At any rate, just because poor rural folks from Mexico tend to emigrate doesn’t mean the country is primarily rural any more than it means the because Indian PdDs emigrate to the U.S., that India is a country full of math professors.

“Hecho en Mexico” does not mean cheap, or shoddy. Most North American trucks and trains are Mexican. And, coming soon… jets.

I found this in the Fort Wayne, Indiana Journal-Gazette:

 

Mexico’s aerospace industry comprises about 125 companies and 16,500 workers, most in the northern part of the country. Once little more than a low-cost job shop for U.S. aerospace suppliers, Mexico is handling increasingly sophisticated tasks.

A General Electric subsidiary employs 500 aerospace research and development workers in Queretero. McDonnell Douglas is manufacturing helicopter fuselages in Monterrey. Some large aircraft maintenance operations are setting up shop. U.S. imports of Mexican aerospace products totaled nearly $178 million last year, up 60 percent from 2000. Total aerospace exports topped $500 million in 2006, according to Mexico’s Economy Secretariat.

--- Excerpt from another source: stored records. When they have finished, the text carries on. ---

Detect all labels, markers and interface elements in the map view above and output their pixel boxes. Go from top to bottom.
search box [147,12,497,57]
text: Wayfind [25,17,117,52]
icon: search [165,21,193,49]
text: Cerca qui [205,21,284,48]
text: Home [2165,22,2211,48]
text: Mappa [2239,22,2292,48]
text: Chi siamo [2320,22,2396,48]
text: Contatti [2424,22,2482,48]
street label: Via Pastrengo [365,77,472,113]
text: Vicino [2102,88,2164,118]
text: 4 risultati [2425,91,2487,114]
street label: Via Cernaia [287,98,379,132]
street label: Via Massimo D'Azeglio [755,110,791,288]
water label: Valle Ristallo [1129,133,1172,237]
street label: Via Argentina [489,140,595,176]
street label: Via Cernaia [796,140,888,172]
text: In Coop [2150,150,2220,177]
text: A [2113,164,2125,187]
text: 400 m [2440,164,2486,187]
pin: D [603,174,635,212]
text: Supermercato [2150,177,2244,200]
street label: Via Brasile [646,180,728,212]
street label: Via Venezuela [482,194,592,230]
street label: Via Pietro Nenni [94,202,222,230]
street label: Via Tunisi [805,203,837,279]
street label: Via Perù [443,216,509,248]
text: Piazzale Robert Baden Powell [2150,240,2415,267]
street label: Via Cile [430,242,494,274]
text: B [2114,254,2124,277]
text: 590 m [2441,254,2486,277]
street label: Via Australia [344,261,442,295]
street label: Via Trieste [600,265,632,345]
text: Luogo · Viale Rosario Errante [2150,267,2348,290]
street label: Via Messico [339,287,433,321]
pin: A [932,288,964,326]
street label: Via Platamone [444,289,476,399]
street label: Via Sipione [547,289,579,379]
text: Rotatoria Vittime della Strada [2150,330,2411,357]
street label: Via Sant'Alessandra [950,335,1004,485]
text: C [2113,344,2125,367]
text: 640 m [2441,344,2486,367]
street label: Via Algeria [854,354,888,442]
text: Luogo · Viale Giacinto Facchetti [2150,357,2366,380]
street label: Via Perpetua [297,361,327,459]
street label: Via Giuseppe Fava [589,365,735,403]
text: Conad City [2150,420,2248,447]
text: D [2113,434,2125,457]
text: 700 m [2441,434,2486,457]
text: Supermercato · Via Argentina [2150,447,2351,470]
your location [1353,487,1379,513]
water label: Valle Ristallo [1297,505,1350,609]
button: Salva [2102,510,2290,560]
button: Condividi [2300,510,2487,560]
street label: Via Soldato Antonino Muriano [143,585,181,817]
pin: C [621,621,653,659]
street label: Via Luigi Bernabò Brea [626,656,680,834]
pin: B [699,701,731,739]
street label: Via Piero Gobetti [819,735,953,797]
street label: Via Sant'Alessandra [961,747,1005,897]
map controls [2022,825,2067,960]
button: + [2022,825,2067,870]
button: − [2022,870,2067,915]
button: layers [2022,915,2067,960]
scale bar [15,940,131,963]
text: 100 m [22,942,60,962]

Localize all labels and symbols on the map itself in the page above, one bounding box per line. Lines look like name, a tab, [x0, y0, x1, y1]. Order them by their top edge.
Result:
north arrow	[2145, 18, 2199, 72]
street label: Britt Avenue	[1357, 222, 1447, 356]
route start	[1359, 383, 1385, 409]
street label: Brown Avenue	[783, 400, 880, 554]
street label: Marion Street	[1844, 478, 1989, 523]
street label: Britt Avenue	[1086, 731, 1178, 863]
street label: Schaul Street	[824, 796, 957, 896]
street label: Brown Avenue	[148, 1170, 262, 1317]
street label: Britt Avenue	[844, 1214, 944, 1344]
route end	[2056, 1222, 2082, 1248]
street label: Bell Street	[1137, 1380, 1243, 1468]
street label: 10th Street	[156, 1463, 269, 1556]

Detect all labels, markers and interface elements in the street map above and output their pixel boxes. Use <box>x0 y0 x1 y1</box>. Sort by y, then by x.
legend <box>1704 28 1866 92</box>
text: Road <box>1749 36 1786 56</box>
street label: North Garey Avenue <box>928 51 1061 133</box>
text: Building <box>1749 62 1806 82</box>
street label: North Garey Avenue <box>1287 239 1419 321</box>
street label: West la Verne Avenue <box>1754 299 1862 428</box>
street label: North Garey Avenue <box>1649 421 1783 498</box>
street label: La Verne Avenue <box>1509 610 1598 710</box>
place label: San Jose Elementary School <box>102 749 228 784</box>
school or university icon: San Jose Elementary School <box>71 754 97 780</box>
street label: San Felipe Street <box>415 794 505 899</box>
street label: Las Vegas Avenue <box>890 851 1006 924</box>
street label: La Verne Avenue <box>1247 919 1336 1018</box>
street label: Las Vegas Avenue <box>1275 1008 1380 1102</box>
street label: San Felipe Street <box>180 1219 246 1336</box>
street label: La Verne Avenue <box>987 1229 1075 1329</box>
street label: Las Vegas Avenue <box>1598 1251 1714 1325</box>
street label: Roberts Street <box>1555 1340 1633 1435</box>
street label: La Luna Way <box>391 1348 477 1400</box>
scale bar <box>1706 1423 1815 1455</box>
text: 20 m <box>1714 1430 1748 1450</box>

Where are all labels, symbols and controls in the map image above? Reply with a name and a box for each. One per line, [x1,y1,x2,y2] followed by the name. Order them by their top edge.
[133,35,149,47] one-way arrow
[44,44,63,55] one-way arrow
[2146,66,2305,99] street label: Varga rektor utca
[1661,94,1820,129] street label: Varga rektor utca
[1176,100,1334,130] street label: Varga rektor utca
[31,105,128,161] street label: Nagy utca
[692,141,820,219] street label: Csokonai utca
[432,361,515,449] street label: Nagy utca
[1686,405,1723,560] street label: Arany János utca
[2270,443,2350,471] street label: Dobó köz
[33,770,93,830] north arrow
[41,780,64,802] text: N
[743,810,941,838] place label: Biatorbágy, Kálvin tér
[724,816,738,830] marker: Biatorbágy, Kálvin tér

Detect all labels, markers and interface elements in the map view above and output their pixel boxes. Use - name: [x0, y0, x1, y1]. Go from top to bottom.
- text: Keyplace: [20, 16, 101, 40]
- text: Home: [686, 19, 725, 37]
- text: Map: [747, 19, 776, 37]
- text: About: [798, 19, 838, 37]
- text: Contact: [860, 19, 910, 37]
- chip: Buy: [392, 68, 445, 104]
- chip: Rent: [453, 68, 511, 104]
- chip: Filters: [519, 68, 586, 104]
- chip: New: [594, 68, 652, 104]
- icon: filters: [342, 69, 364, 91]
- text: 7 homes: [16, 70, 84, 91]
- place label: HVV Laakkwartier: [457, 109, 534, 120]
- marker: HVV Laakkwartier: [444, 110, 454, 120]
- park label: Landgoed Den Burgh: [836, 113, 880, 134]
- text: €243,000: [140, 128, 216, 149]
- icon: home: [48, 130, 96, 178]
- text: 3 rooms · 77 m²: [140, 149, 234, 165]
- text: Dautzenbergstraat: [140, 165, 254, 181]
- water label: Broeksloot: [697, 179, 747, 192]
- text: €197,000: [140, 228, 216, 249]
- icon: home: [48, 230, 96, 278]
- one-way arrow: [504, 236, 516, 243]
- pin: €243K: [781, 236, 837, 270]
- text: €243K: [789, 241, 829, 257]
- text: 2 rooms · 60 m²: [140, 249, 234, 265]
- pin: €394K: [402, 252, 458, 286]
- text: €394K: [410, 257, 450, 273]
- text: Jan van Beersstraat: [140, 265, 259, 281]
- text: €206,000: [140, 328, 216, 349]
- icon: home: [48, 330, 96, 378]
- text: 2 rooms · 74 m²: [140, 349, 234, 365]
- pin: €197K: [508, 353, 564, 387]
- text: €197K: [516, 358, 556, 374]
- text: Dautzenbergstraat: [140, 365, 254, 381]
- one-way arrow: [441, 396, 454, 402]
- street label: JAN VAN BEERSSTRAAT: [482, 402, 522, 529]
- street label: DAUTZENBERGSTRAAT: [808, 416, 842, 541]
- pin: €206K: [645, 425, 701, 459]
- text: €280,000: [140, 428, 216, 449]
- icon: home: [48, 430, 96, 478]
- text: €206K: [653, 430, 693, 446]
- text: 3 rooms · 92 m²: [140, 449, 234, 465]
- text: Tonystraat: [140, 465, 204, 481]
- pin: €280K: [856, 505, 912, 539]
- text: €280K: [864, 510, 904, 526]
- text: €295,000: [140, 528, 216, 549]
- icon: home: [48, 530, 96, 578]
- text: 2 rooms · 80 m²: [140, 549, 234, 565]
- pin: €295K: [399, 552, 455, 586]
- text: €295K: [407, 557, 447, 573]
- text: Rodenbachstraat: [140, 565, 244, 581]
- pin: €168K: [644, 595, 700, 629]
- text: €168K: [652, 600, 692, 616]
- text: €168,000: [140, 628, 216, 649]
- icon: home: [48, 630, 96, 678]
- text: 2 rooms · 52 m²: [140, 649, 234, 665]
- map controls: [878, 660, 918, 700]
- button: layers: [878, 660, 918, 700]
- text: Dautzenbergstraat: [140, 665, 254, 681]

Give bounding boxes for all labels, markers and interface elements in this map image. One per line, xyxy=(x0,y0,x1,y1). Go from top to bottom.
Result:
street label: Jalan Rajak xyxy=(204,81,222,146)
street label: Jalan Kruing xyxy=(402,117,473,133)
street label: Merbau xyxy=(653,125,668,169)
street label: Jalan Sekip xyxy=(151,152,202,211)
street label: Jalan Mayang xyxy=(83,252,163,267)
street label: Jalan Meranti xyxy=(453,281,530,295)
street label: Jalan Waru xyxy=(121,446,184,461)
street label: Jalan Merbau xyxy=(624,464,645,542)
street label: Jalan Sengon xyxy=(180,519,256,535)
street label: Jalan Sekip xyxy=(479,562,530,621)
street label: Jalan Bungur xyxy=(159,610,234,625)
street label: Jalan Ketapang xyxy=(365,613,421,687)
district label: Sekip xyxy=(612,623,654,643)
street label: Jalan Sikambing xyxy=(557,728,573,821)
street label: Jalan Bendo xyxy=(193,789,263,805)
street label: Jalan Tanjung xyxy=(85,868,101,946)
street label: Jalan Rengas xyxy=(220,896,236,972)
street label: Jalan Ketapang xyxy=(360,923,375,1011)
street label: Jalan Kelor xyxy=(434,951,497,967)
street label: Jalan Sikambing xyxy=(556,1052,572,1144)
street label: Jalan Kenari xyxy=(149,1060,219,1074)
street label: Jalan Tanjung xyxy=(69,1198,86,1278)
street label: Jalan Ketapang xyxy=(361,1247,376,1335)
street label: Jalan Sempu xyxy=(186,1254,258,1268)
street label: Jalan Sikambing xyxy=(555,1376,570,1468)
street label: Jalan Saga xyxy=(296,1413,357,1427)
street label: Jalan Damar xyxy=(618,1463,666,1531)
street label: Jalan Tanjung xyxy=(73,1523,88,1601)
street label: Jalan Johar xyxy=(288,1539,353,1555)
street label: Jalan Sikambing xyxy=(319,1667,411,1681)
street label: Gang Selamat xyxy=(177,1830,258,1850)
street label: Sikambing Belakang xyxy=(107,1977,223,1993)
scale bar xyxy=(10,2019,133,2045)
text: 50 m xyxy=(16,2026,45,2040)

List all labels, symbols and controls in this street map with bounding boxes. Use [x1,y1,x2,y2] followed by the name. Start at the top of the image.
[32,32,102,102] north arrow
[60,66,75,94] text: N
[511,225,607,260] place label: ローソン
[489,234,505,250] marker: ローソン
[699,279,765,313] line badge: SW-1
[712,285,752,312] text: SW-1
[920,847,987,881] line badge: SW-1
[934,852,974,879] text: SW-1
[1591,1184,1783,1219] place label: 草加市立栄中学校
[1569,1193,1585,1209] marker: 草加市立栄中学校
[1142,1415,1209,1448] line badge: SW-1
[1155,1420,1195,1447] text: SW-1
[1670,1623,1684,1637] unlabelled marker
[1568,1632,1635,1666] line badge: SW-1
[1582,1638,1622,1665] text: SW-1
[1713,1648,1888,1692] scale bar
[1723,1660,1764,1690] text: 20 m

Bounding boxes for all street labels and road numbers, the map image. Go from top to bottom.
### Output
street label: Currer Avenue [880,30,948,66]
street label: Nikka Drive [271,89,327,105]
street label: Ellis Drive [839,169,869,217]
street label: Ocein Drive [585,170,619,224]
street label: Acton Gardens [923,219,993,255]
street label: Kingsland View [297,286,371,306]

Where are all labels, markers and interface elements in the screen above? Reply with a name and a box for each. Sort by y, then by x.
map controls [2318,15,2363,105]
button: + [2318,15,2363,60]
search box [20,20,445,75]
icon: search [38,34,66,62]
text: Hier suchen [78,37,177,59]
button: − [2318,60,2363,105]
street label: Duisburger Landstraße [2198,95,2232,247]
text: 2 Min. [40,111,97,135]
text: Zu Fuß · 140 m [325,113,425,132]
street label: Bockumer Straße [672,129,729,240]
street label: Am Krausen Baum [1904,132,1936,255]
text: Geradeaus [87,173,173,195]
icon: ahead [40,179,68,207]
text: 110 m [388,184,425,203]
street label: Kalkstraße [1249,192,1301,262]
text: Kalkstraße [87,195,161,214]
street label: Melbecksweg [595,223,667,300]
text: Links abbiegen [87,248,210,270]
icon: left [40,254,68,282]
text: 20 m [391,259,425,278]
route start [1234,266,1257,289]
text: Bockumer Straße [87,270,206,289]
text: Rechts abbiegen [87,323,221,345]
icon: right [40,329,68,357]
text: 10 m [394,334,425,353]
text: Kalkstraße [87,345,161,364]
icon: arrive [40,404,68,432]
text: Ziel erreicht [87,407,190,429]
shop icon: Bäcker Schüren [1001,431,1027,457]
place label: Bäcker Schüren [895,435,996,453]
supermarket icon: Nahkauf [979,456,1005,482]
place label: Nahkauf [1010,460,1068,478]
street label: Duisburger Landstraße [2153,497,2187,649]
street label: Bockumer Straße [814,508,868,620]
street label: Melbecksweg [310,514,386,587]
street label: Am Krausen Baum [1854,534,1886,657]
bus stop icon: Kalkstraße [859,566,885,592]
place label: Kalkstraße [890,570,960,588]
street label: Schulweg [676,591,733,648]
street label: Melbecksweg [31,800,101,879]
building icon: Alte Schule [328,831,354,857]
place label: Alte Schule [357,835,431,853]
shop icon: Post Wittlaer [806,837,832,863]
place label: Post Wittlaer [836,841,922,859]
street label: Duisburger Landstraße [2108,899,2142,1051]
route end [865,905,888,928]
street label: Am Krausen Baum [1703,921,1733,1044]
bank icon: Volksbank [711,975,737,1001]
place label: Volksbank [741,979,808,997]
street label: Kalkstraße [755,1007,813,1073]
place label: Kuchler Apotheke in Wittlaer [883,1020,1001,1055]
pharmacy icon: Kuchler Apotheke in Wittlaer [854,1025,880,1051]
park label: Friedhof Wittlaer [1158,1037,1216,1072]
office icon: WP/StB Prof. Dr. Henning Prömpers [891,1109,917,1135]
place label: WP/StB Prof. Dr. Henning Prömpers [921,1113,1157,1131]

Government officials want to keep Mexico moving up the supply chain. While it has no ambitions to launch its own national program, as China is planning, it wants more high-value tasks from big companies, including structure and design work and final assembly.

The big challenge for our country is to move toward a technology economy, toward a knowledge-based economy,” said Eduardo Solis, head of investment promotion for Mexico’s Economy Secretariat.

Mexico doesn’t have much choice. It’s fast losing basic industries such as textiles to nations with cheaper labor. So Mexico is looking to capitalize on its success at building products such as automobiles.

Aerospace carries a special cache. The industry has a huge “pulling” effect on other industries such as electronics and metallurgy. Countries that can build something as complex as a jetliner are viewed as having their industrial act together.

The industry is capital-intensive and highly regulated, said Richard Aboulafia, aerospace analyst at Virginia-based Teal Group Corp. He said the world’s plane builders produced fewer than 3,600 turbine-powered aircraft last year – so there’s little incentive for new competitors to jump into the business. Existing players don’t need vast amounts of cheap labor; they need highly skilled factory hands. Quality demands are relentless.

This industry doesn’t favor mass production with lots of workers,” he said. “Productivity is the name of the game.”

…. Brazil’s Embraer has made a global splash with its small regional jets.

Embraer’s biggest competitor is Bombardier. The Canadian company is the world’s No. 3 aircraft maker behind Boeing and Airbus. Its main products are business jets, which are experiencing soaring demand, and regional jets, a segment that is struggling. The company has laid off thousands of workers in recent years and is under pressure to reduce costs. That was a major factor in its decision to put a facility in Mexico.

Bombardier’s interest in Mexico began with former Mexican President Vicente Fox, who persuaded company officials to consider including his nation in their global manufacturing network. After a lengthy search, Bombardier in late 2005 settled on Queretaro, 140 miles northwest of Mexico City.

3 Comments leave one →
  1. sergio permalink
    24 June 2007 10:59 pm

    You are right. I think you should have been a teacher, or maybe you are one. If people want to learn facts about Mexico, they should read this blog.

  2. 25 June 2007 11:55 am

    Hmmm..

    Last time I paid attention to the Metro in DF, the train carriages all bore plaques saying :” Made in Mexico by National Rail Construction. With technical assistance from Alsthom, France.”

    Now, most of the equipment on the Metro is of French design – and its operating methods are British. But its all ‘hecho en Mexico’ – and proudly so.

    None of this, however, will make any mental impression whatsoever on the kind of brain-deadness that sits through Aussie game shows.

  3. 25 June 2007 1:00 pm

    Ah, thanks for the correction. There were some older cars with the Bombardier label, but you’re right.